Robustness Experiment¶
As input noise increases from ×1 to ×5, SIL-C maintains a BWT of +4.3% at ×5 noise, while PTGM+AA drops to −1.2%. At ×3 noise, the Final FWT gap grows from an initial −0.2% to +12.4%, indicating that SIL-C's advantage becomes more pronounced as the skill library grows larger.
Highlights & Insights¶
- First systematic definition of SIL compatibility: The paper explicitly introduces Forward (FwSC) and Backward (BwSC) skill-policy compatibility, providing a clear problem formulation for hierarchical policies in continual learning.
- Elegant lazy learning interface design: By reformulating the alignment problem as an instance-based classification problem and deferring decisions to inference time, skills and policies can evolve independently without synchronous updates.
- Comprehensive and rigorous experiments: Experiments span two environments (Kitchen/Meta-World), two SIL scenarios (Emergent/Explicit), and multiple baseline configurations; BwSC BWT of +42.5% under Explicit SIL far exceeds all baselines.
- Modular design: SIL-C can be applied as a plug-in to different baselines (BUDS/PTGM) and different SIL algorithms (FT/ER/AA), offering broad generality.
Limitations & Future Work¶
- Simulation-only evaluation: Validation is limited to Kitchen and Meta-World; real-robot scenarios and richer state representations remain unexplored.
- Dependence on unsupervised clustering quality: The resolution of skill and subtask spaces is determined by the clustering algorithm; noisy or highly diverse skill distributions may degrade prototype quality.
- No support for skill removal: The current framework follows an append-only design and does not support skill deletion or merging.
- Expressiveness of Gaussian prototypes: The diagonal covariance assumption may fail to capture complex skill distributions.
- No online interactive learning: The framework requires offline expert demonstrations and does not explore online autonomous exploration.
Related Work & Insights¶
- BUDS/PTGM (Type I): Provide skill clustering and decoder architectures without compatibility guarantees. SIL-C adds an interface layer on top, improving BwSC BWT from +2.6% to +18.6%.
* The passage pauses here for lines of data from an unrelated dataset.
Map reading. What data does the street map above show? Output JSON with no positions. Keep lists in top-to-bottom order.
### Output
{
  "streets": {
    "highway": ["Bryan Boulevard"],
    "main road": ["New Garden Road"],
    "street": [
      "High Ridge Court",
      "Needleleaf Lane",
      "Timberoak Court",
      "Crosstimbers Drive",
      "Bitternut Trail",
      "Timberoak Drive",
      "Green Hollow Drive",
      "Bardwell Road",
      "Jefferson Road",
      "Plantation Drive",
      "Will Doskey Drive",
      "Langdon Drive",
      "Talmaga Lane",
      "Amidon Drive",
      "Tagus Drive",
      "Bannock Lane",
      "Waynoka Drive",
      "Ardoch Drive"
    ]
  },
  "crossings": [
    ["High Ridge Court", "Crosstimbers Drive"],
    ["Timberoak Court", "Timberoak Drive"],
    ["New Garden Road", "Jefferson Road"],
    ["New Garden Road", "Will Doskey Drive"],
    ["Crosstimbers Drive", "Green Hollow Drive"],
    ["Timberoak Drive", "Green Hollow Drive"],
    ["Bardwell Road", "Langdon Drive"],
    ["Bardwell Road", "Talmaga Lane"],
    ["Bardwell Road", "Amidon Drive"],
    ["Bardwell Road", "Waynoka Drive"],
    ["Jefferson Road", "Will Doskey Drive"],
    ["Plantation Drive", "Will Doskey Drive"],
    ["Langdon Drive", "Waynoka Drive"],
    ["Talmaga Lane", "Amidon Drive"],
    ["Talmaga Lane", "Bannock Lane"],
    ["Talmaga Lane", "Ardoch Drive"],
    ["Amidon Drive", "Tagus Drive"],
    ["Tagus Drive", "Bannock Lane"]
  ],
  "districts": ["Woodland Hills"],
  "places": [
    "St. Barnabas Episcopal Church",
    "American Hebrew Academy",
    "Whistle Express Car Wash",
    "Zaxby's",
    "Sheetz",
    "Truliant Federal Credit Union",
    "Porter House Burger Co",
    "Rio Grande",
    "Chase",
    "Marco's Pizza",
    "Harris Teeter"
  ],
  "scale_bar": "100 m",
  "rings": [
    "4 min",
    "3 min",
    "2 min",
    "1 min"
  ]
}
- iSCIL (Type II): Prototype-based skill retrieval that depends on predefined semantic labels; BWT is only +0.5% (nearly unchanged), offering no benefit from new skills.
- iManip (Type II): Instruction-driven temporal replay and model expansion; BWT reaches +18.5% but similarly relies on semantic labels. SIL-C achieves comparable performance without requiring labels.
- Continual pretraining methods: Approaches such as AdapterAppend maintain forward compatibility but cannot improve backward compatibility. SIL-C addresses backward compatibility through dynamic mapping at inference time.
Rating¶
- Novelty: ⭐⭐⭐⭐ — First systematic definition and resolution of skill-policy compatibility in SIL; the lazy learning interface design is original.
- Experimental Thoroughness: ⭐⭐⭐⭐ — Two environments, multiple scenarios, complete ablation, robustness, few-shot, and resolution analyses.
- Writing Quality: ⭐⭐⭐⭐ — Problem definition is clear, figures are intuitive, and experimental organization is systematic.
- Value: ⭐⭐⭐⭐ — Addresses a practical pain point in hierarchical continual learning; modular design has engineering value, though simulation-only evaluation limits direct applicability.